CAPE treatment causes apoptosis and cell cycle arrest. CAPE induce apoptosis in many cancer types through stimulation of Bcl-2-associated X protein (Bax) (Chen et al., 2001a; Jin et al., 2008; Lee et al., 2003; Watabe et al., 2004), Bak (Lee et al., 2003), p53 (Hung et al., 2003; Lee et al., 2003; Nomura et al., 2001), p21cip (Hung et al., 2003), extracellular signal-regulated kinase (ERKs) (Lee et al., 2003), c-Jun (Hung et al., 2003), c-Jun N-terminal kinase (JNK) (Watabe et al., 2004), p38 mitogen-activated protein kinase (p38 MAPK) (Lee et al., 2003; Watabe et al., 2004), Fas ligand (Watabe et al., 2004), caspase activity (Chen et al., 2001a; Hung et al., 2003; Jin et al., 2008; Lee et al., 2003), down-regulation of Bcl-2 (Jin et al., 2008; Su et al., 1994), the cellular inhibitor of apoptosis proteins 1 and 2 (cIAP-1 and cIAP-2, respectively) and X-linked Inhibitor of Apoptosis Protein (XIAP) (Chen et al., 2001a; McEleny et al., 2004), release of cytochrome C (Jin et al., 2008; Lee et al., 2003), loss of mitochondrial transmembrane potential (Hung et al., 2003), decrease in Mcl-1 (Hung et al., 2003), as well as by inhibiting the functions of NF-κB (McEleny et al., 2004; Watabe et al., 2004).
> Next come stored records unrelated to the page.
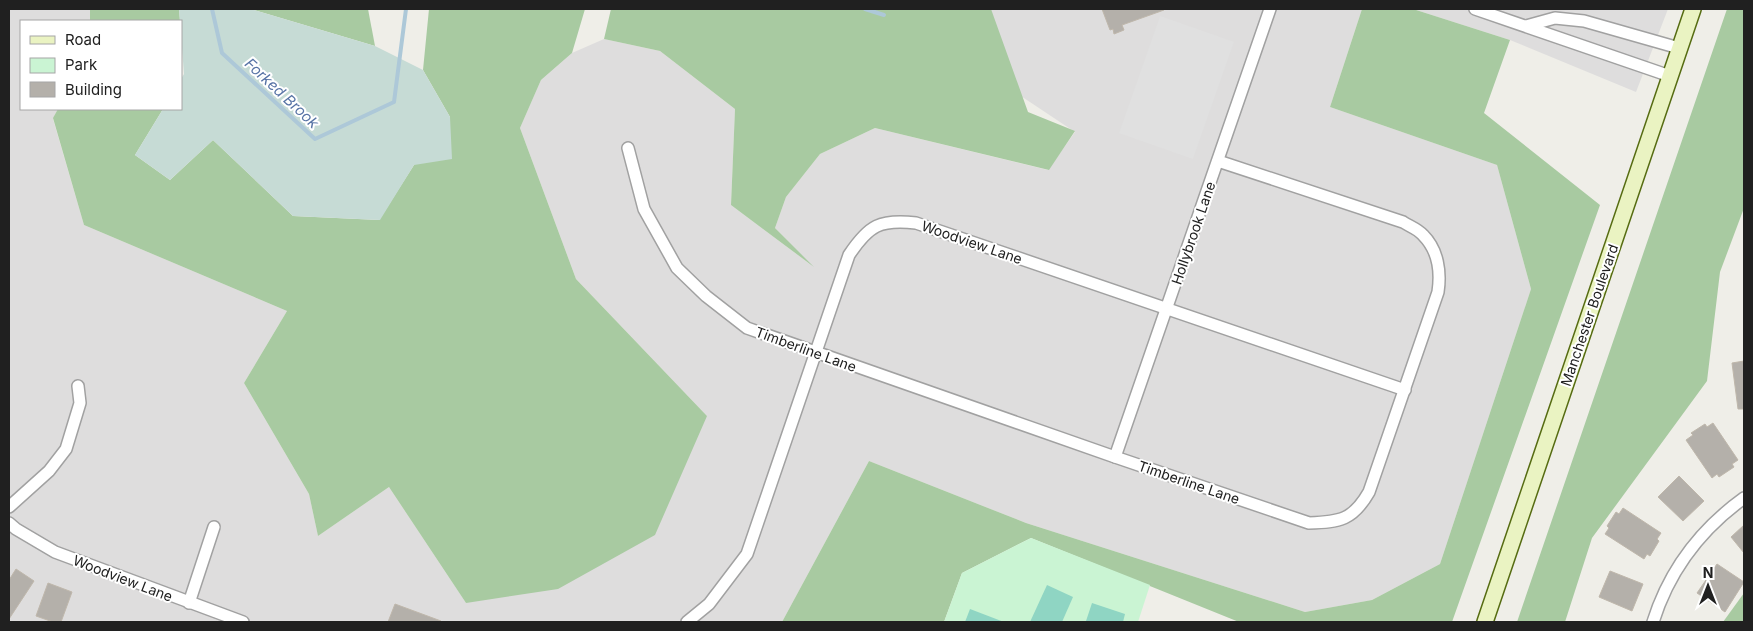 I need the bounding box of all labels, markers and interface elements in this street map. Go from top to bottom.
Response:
legend [20,20,182,110]
text: Road [65,30,101,49]
water label: Forked Brook [241,54,324,133]
text: Park [65,55,98,74]
text: Building [65,80,122,99]
street label: Hollybrook Lane [1167,179,1219,287]
street label: Woodview Lane [919,217,1025,267]
street label: Manchester Boulevard [1557,242,1621,388]
street label: Timberline Lane [753,323,859,375]
street label: Timberline Lane [1136,457,1242,507]
street label: Woodview Lane [71,551,175,605]
north arrow [1683,561,1733,611]
text: N [1703,564,1713,581]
Treatment of p38 MAPK inhibitor SB203580 partially suppresses CAPE-induced p53 activation, Bax expression and apoptosis (Watabe et al., 2004). Expression of dominant negative c-Jun which inhibits the JNK signal, also suppresses CAPE-induced apoptosis, suggesting MAPKs are involved in CAPE-induced apoptosis (Watabe et al., 2004). Overexpression of Bcl-2 rescues apoptosis induced by CAPE (Su et al., 1994).
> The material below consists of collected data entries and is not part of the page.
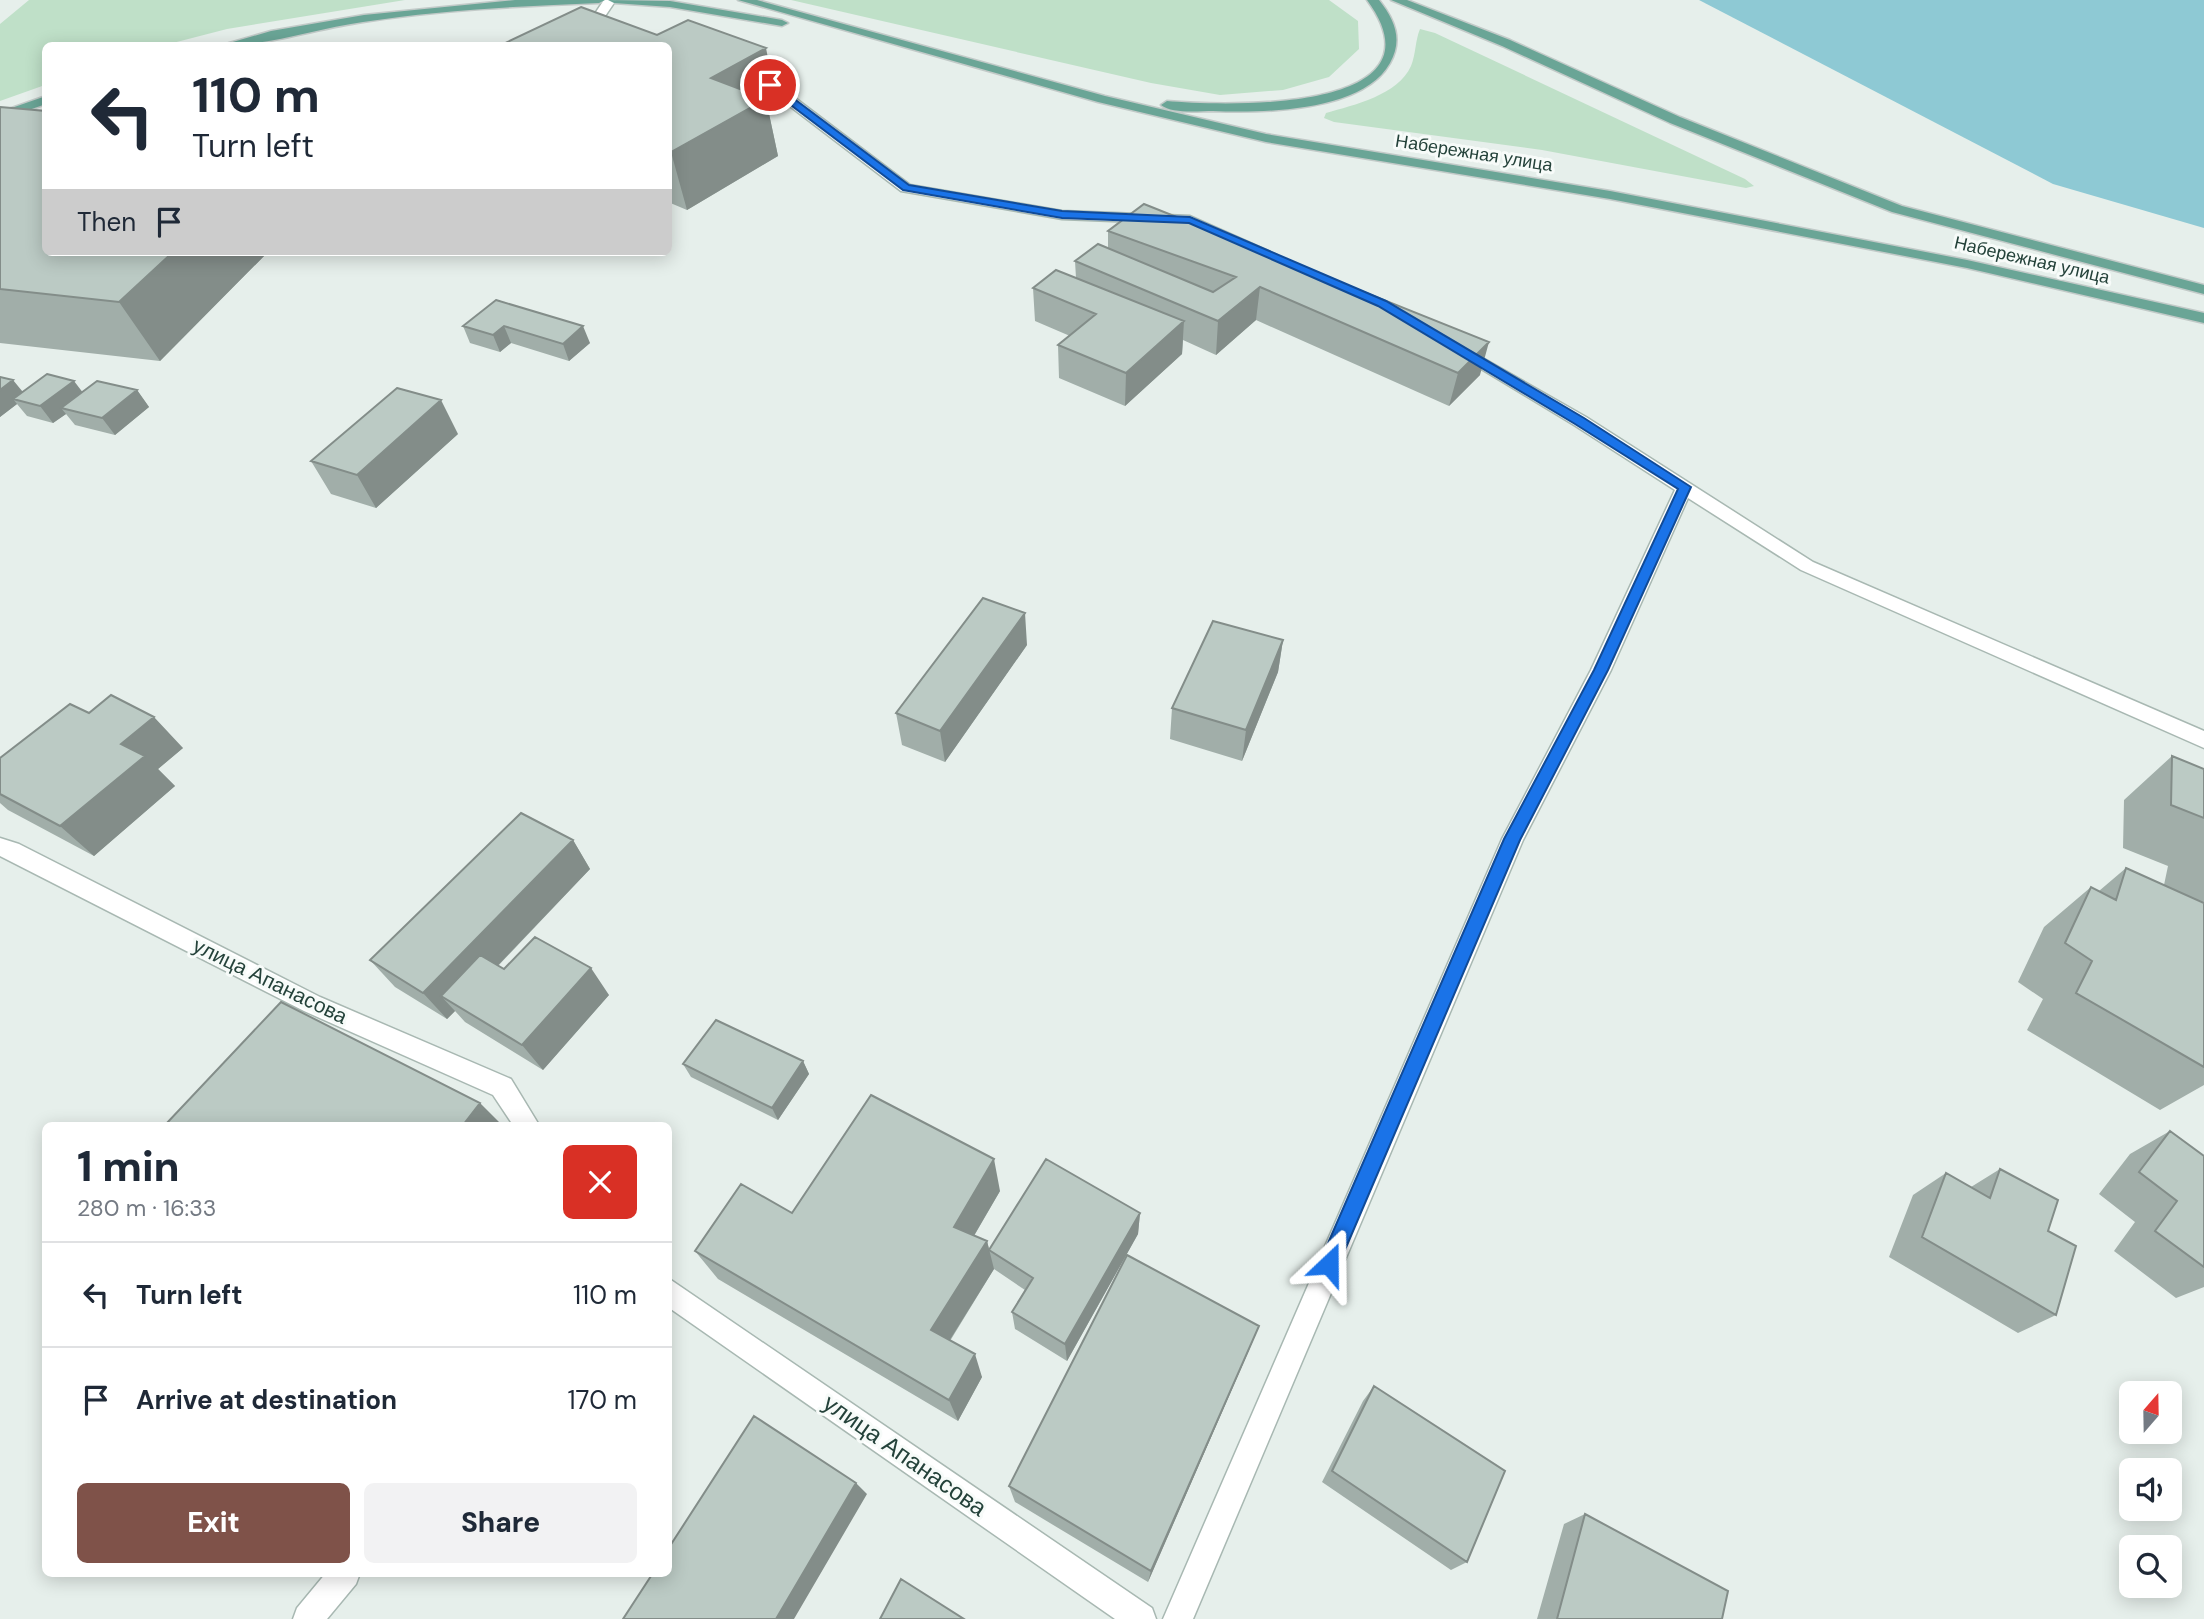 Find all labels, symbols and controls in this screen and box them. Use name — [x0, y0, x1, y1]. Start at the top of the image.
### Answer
pin — [740, 55, 800, 115]
text: 110 m — [192, 63, 320, 127]
icon: arrive — [751, 66, 789, 104]
icon: left — [77, 70, 168, 161]
text: Turn left — [192, 125, 314, 167]
street label: Набережная улица — [1394, 129, 1555, 177]
icon: arrive — [150, 203, 188, 241]
text: Then — [77, 205, 136, 239]
street label: Набережная улица — [1952, 230, 2113, 290]
street label: улица Апанасова — [188, 931, 352, 1031]
text: 1 min — [77, 1139, 180, 1194]
button: close — [563, 1145, 637, 1219]
text: 280 m · 16:33 — [77, 1193, 216, 1223]
position arrow — [1292, 1227, 1366, 1301]
icon: left — [77, 1276, 115, 1314]
text: Turn left — [136, 1278, 243, 1312]
text: 110 m — [573, 1278, 637, 1312]
icon: arrive — [77, 1381, 115, 1419]
north arrow — [2119, 1381, 2182, 1444]
map controls — [2119, 1381, 2182, 1598]
text: Arrive at destination — [136, 1383, 397, 1417]
text: 170 m — [568, 1383, 637, 1417]
street label: улица Апанасова — [817, 1387, 993, 1523]
button: sound — [2119, 1458, 2182, 1521]
button: Exit — [77, 1483, 350, 1563]
button: Share — [364, 1483, 637, 1563]
button: search — [2119, 1535, 2182, 1598]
Table 1: Effect of CAPE on proferation of different cancer cells lines. Either IC50 of the dosages being used to show suppressive effect of CAPE on cancer are shown in table

In addition, CAPE treatment induces G1 or G2 cell cycle arrest in several cancer cells through suppression of cyclin B1 (Chen et al., 2004; Lin et al., 2006), cyclin D1 (He et al., 2006; Kuo et al., 2006), cyclin E (Kuo et al., 2006), c-myc expression (He et al., 2006), phosphorylation of Rb (Kuo et al., 2006), cytoplasmic and total and nuclear β-catenin (Wang et al., 2005; Xiang et al., 2006) and increased expression of the cyclin dependent kinase inhibitors p21waf1/cip1 (Kuo et al., 2006), p27Kip1 (Kuo et al., 2006) and p16INK4A (Kuo et al., 2006). CAPE may also induces necrosis (Berger et al., 2007).

CAPE treatment also suppresses cancer cell motility and invasiveness via suppression of Akt phosphorylation (Shigeoka et al., 2004), phosphorylation of Focal Adhesion Kinase (FAK) (Weyant et al., 2000), expression of matrix metalloproteinase MMP-2 and MMP-9 (Usia et al., 2002), Vascular Endothelial Growth Factor (VEGF) (Usia et al., 2002) and disrupts the arrangement of actin cytoskeleton (Weyant et al., 2000).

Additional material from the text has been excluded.